At this point it’s probably worth pointing out that FilePaths2.jl was implemented as an AbstractTree.
Is paths iterating segments a good idea? I don’t really see how that would be useful and it seems to open up bugs like scalars being iterable does.
Even in your example, if the users homedir has foo in it, I don’t want to replace that. I don’t really see when I’d want to do something per segment like that.
I don’t expect that example to be that practically useful, it’s just to demonstrate that if you want to change things other than the basename as strings, there’s a mechanism to do so.
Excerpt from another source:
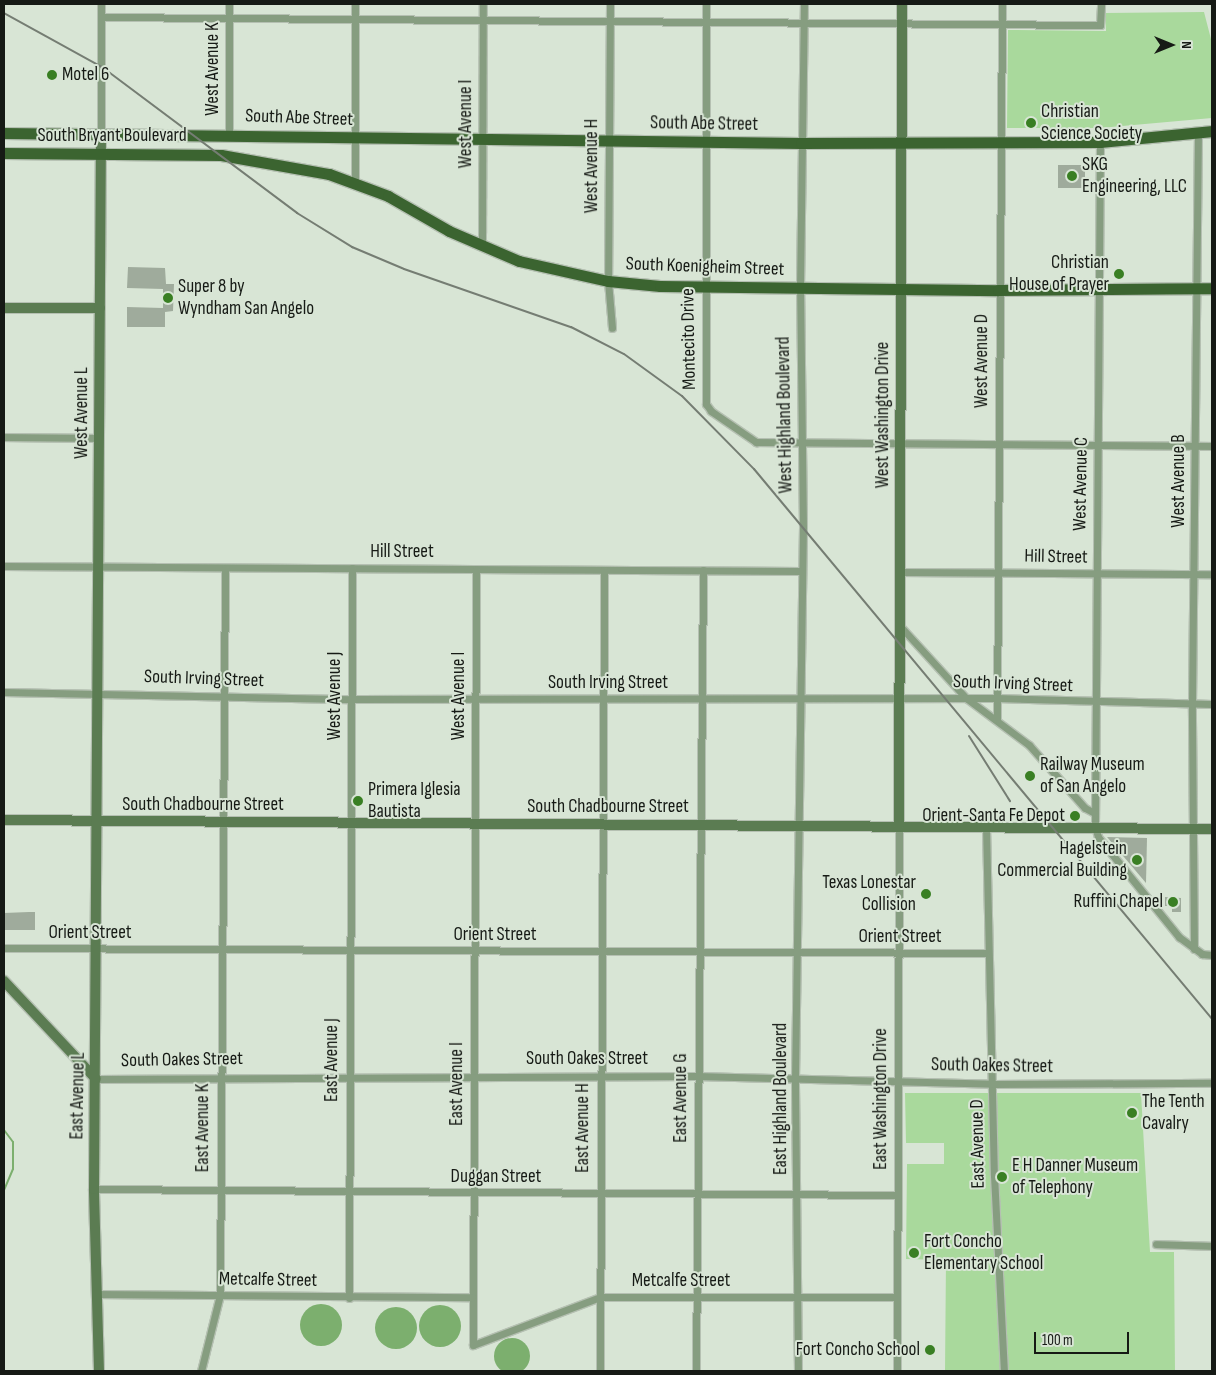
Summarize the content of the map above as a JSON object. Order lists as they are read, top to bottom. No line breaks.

With iterating paths, I can’t see much of an issue myself. You want a way to get all the segments of a path, and to me collect(::Path) seems at leas as good as splitpath(::String). Given that Strings-as-paths are already iterable, and I haven’t seen any issues as a result, it’s hard for me to see the issue, even hypothetically. Perhaps you could elaborate?
If you iterate a string, you get a character, which will be more likely to throw an error, e.g. if you feed it to something typed AbstractString it will throw. If you iterate a path and get a string or something string-like, you might be able to continue to use it as a relative path or similar and not realize the error (because a lot of code will be supporting both strings-as-paths and the new paths).
Ah yep, thanks for spelling that out. I can’t quite say I’m sold, since it does still appear to me that “the segments of the path” is the clear sensible answer to “what is a path composed of?”, but it’s something to mull on as the proposal is tweaked.
I think Julia’s path object should be as unoriginal as possible and use all of the most standard conventions found in the most popular libraries.
and that being said, it seems like C++, Java, and Rust all iterate their paths via segments so copying that would be fine for Julia imo. Python’s pathlib does not, but it just errors so at least it’s not really a competing convention.
Update here: I’ve had a first pass at implementing this, and I’m really encouraged by it.
With these changes, you can now:
- count all entries under a path with mapreducepath(_ -> 1, +, path)
- count directories with mapreducepath(_ -> 1, _ -> 0, +, path)
- find the largest file with mapreducepath(filesize, max, path)
- collect all paths with mapreducepath(identity, identity, vcat, collect, path)
- check if any non-empty files exist under a path with mapreducepath(_ -> false, !iszero ∘ filesize, |, any, path)
I still need to add a writeup to the Julep, but I’m excited by this addition. It’s like a really nice walkdir (and also ~10% faster in the current implementation).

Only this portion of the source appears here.